* Dataset entries
+--

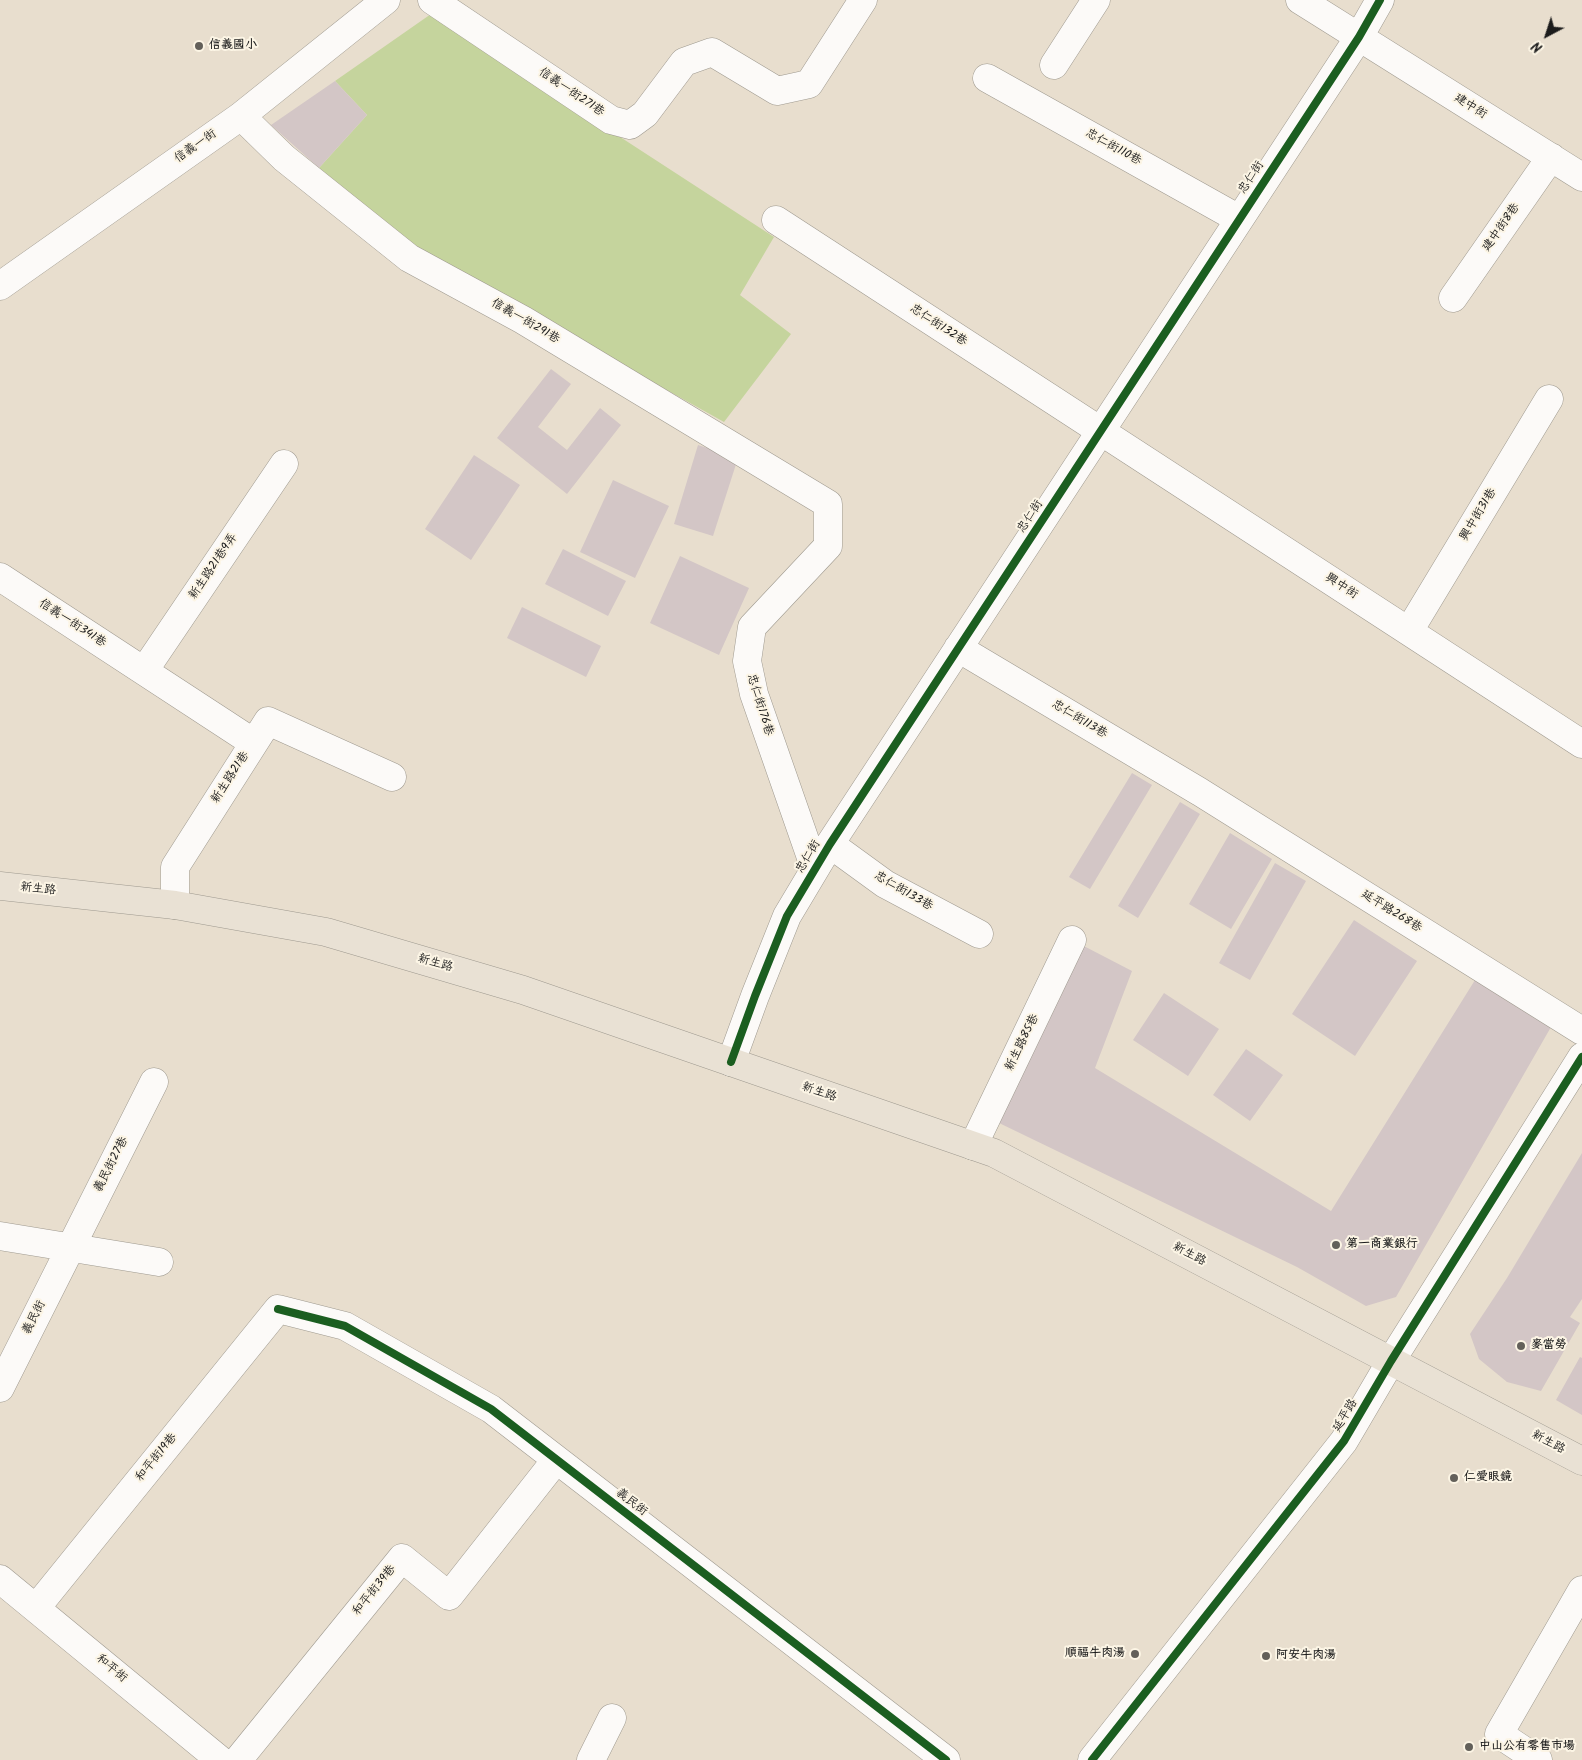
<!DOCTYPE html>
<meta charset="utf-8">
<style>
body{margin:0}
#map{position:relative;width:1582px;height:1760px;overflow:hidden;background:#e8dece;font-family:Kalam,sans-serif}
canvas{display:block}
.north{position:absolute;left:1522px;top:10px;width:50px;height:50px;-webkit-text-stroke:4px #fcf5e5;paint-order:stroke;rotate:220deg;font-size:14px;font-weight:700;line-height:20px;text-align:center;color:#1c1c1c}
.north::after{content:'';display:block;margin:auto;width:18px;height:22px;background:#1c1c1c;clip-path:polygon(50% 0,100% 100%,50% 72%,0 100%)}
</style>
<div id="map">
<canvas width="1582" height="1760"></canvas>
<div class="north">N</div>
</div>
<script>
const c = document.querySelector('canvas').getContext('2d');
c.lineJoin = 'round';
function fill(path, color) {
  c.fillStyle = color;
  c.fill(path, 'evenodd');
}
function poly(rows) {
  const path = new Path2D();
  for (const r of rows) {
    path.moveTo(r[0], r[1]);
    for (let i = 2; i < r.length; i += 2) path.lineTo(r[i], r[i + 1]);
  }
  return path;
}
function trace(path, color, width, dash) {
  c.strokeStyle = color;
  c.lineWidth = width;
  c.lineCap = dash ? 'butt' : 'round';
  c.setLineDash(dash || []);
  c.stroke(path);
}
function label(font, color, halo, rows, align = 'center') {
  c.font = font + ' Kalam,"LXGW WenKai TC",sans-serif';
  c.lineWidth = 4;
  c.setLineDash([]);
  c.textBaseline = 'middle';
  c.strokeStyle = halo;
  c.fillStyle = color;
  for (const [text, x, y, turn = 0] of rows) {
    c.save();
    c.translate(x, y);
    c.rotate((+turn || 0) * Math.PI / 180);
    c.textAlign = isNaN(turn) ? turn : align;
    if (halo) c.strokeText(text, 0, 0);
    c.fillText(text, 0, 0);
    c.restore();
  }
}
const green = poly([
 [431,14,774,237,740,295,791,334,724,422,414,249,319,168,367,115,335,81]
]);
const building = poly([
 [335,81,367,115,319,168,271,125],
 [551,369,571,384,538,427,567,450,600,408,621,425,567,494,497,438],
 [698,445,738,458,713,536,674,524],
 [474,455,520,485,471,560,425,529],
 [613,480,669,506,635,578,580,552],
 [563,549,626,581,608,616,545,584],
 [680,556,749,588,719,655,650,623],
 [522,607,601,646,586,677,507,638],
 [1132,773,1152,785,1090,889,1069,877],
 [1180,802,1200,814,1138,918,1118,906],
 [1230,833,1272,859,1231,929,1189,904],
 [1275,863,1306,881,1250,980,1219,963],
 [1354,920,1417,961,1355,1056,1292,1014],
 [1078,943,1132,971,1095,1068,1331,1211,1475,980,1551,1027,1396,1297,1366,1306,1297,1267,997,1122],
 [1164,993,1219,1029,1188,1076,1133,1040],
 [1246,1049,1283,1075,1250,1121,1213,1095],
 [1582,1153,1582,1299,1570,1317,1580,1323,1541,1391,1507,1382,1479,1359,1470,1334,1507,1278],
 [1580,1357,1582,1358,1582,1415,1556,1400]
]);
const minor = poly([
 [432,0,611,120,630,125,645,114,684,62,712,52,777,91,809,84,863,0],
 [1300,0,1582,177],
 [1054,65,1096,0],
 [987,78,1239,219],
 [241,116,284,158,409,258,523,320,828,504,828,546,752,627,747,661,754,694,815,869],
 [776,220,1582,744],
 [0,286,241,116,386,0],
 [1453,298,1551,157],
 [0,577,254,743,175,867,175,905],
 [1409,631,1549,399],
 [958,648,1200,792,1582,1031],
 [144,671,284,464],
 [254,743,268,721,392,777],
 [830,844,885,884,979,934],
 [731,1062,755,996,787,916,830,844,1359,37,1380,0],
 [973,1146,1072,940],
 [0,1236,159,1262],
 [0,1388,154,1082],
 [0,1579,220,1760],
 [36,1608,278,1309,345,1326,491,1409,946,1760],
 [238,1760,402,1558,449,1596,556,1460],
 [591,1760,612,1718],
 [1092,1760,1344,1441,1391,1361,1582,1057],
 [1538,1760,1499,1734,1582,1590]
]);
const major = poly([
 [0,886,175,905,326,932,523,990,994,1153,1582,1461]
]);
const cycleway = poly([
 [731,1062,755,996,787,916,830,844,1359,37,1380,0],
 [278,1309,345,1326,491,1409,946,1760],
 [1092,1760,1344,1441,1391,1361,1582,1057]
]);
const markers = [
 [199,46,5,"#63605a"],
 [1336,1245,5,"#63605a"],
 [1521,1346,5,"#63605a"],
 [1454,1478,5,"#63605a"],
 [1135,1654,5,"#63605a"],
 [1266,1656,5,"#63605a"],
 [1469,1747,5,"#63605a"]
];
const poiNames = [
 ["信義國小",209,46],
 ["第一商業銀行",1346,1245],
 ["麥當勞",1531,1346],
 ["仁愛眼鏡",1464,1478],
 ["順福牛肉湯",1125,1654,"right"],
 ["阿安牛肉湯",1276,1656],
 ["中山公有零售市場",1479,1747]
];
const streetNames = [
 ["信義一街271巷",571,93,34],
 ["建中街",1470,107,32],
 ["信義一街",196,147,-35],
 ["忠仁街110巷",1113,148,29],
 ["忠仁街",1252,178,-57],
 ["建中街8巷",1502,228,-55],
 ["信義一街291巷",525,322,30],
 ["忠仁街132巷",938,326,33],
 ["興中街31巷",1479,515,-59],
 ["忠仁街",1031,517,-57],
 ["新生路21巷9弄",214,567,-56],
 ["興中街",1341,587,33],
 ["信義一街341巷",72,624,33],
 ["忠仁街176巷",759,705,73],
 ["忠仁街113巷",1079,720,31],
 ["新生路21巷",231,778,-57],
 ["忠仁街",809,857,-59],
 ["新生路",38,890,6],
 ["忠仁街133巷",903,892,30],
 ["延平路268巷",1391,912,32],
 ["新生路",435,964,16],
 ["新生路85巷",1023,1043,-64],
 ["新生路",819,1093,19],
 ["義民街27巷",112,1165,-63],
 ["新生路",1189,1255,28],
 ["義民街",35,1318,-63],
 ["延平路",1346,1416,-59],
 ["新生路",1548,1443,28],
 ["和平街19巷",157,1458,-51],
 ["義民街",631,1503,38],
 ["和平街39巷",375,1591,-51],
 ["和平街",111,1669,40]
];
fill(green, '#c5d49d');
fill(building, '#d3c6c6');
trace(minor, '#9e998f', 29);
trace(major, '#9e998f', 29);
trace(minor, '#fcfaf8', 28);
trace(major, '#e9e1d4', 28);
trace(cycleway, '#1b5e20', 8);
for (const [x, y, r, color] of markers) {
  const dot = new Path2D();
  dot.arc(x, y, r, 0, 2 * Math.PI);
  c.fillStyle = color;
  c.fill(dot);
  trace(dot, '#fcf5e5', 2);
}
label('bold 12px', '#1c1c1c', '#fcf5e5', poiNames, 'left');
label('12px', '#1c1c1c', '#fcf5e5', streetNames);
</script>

+--

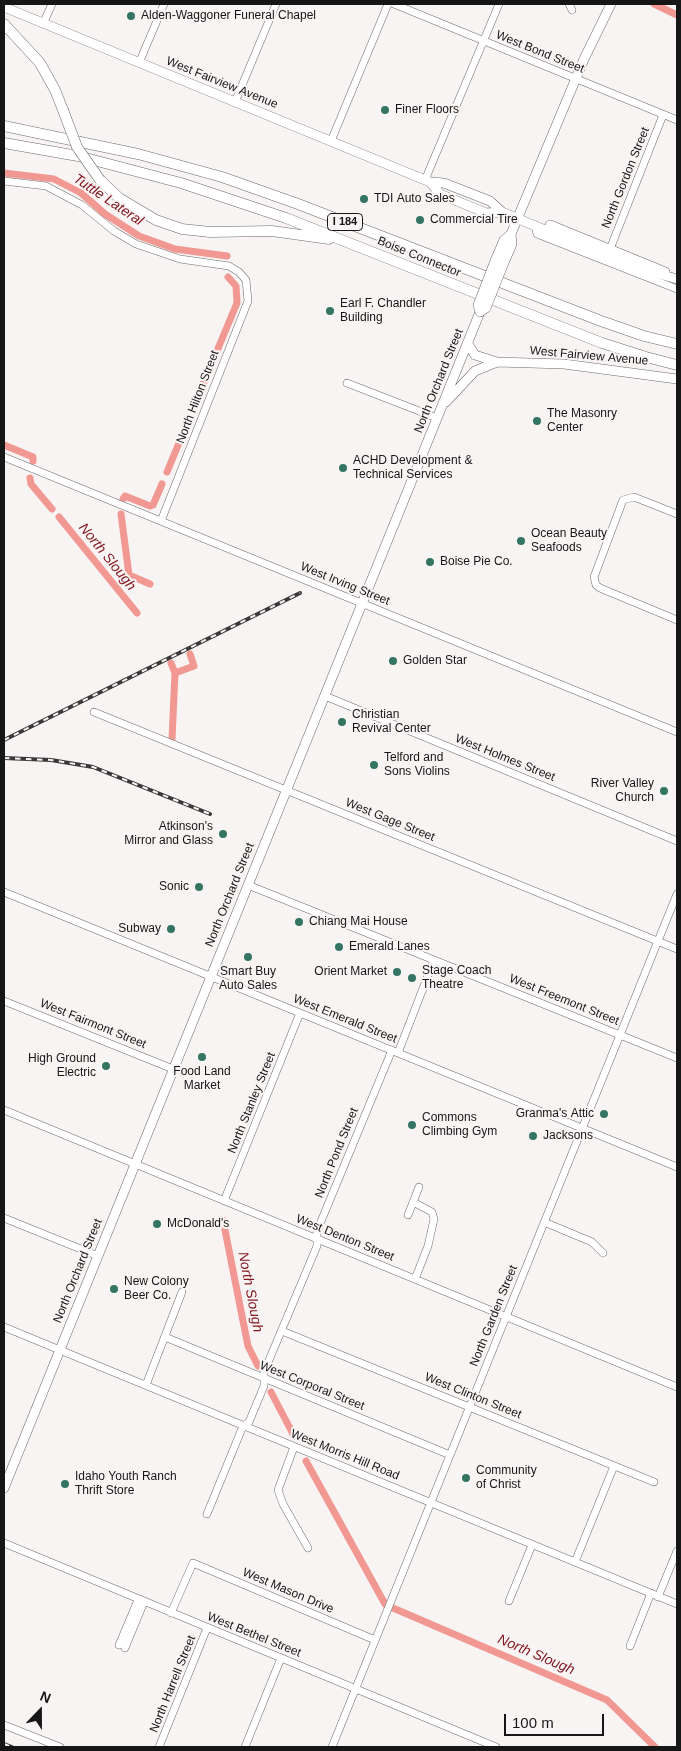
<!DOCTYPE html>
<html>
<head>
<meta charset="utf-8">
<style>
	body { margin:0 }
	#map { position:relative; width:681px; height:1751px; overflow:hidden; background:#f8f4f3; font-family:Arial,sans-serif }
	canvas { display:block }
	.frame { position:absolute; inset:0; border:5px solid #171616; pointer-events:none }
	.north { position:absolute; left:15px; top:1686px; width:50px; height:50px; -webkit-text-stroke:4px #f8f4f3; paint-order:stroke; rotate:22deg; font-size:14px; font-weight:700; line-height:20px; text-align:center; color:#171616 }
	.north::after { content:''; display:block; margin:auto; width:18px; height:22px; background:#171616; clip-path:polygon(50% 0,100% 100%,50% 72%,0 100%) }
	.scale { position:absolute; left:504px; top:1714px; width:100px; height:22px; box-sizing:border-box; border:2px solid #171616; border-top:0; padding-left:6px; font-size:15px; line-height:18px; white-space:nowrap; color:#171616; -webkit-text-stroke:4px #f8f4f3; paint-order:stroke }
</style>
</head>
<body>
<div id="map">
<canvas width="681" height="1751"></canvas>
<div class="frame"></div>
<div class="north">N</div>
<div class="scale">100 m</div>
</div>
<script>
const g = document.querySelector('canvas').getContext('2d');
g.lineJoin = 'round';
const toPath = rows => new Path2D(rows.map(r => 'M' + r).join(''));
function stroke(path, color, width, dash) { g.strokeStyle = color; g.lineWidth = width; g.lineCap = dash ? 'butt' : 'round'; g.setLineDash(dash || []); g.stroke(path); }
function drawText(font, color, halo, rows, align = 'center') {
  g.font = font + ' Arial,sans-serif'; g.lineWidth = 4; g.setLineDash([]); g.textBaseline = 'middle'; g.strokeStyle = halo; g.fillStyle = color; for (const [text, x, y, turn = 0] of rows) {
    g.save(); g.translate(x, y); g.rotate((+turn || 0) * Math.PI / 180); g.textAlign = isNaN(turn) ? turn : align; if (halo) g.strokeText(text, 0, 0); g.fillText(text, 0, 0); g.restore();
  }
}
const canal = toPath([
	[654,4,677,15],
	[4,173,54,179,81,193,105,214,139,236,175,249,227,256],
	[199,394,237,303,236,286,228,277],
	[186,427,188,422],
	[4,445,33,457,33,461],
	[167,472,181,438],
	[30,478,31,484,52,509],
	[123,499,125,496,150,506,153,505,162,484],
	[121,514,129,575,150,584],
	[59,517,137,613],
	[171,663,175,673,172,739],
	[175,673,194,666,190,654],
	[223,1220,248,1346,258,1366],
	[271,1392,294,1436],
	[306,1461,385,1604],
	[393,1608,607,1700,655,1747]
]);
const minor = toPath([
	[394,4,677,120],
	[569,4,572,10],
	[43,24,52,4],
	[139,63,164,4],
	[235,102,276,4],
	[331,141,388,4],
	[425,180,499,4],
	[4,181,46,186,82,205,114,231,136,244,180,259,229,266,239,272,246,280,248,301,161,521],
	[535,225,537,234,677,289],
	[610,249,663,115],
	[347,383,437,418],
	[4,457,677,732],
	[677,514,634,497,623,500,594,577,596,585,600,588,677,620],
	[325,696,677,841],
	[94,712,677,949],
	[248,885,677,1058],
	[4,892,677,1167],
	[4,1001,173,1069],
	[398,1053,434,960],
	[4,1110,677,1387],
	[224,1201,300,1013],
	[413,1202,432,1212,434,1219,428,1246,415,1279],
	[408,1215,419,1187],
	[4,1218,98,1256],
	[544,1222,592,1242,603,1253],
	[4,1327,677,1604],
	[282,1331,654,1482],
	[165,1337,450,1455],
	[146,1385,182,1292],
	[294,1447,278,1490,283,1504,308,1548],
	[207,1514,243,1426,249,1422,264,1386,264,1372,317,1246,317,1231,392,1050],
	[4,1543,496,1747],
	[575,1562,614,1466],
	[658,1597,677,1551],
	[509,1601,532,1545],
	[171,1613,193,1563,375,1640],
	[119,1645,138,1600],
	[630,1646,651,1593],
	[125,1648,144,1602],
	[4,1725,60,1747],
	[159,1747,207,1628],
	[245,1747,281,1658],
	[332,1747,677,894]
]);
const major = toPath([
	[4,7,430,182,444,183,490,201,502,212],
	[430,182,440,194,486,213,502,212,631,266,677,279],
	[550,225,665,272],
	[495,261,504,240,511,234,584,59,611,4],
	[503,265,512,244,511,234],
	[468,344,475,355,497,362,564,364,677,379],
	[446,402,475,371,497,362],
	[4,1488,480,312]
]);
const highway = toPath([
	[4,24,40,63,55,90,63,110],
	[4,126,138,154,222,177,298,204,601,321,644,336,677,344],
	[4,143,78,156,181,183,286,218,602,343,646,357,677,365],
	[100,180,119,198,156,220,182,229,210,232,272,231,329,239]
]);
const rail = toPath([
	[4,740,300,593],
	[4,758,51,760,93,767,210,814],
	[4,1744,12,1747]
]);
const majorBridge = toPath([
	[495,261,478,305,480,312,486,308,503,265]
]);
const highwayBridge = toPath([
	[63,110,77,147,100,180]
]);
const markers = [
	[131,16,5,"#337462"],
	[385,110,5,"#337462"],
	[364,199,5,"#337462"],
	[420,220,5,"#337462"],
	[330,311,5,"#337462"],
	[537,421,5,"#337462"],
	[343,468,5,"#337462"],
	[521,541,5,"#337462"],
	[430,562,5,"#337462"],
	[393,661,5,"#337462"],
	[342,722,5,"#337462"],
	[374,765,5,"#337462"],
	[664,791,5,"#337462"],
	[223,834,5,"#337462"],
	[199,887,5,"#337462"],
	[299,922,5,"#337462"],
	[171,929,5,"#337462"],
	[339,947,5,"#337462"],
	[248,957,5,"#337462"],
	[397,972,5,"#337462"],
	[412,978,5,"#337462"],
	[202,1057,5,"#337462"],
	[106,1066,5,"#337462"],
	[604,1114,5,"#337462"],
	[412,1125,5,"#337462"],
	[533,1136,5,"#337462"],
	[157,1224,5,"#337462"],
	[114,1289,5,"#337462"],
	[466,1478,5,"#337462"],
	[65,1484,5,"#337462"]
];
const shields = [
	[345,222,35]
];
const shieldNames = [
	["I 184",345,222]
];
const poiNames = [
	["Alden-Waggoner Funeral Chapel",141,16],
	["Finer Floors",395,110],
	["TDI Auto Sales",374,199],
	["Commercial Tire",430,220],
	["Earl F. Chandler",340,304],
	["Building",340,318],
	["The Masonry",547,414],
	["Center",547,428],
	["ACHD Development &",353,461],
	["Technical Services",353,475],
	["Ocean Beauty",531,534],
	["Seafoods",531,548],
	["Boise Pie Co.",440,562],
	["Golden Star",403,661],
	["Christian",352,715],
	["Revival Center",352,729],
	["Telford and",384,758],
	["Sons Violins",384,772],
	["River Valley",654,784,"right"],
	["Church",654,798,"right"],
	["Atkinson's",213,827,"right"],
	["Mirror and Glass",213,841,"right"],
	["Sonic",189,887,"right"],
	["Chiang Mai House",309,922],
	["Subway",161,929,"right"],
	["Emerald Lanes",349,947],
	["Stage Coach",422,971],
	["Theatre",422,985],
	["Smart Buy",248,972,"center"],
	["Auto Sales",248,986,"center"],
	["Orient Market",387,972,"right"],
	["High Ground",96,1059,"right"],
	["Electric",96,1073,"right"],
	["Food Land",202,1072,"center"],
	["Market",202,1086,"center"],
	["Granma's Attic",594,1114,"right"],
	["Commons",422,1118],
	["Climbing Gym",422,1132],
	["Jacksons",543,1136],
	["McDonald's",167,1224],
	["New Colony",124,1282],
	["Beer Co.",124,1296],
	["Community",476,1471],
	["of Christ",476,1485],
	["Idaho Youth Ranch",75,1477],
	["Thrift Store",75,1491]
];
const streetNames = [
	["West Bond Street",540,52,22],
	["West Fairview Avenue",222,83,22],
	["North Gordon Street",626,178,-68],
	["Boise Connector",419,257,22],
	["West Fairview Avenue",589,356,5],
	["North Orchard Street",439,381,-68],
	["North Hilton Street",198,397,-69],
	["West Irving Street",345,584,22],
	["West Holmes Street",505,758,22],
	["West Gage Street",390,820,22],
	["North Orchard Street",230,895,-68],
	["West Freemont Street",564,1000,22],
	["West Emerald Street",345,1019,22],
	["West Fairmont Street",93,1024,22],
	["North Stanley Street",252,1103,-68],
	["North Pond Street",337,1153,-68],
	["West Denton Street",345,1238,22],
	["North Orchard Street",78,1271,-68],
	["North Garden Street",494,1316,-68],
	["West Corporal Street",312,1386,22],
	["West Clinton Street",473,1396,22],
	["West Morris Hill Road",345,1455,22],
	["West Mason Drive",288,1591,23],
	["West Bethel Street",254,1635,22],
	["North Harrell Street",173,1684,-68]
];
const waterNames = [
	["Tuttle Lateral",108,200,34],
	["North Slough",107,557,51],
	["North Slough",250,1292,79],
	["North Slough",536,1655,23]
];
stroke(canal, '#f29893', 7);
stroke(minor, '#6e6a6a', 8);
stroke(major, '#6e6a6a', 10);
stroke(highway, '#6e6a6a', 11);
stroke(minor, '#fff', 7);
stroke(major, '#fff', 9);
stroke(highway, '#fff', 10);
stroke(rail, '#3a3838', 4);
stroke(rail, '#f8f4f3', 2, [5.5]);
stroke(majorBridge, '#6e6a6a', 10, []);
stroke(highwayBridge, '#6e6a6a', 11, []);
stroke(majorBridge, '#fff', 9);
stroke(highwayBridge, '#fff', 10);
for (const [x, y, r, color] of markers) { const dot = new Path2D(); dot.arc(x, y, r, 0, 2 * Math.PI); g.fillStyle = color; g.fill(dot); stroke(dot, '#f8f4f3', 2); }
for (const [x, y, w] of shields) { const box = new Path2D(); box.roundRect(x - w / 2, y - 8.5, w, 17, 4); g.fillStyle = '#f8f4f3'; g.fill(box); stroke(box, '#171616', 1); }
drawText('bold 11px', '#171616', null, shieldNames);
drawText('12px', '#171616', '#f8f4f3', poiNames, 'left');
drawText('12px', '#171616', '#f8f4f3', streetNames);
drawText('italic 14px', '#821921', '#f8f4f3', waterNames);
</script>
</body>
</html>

+--

Pull out each line of the entries that contains "strokeStyle".

  c.strokeStyle = color;
  c.strokeStyle = halo;
function stroke(path, color, width, dash) { g.strokeStyle = color; g.lineWidth = width; g.lineCap = dash ? 'butt' : 'round'; g.setLineDash(dash || []); g.stroke(path); }
  g.font = font + ' Arial,sans-serif'; g.lineWidth = 4; g.setLineDash([]); g.textBaseline = 'middle'; g.strokeStyle = halo; g.fillStyle = color; for (const [text, x, y, turn = 0] of rows) {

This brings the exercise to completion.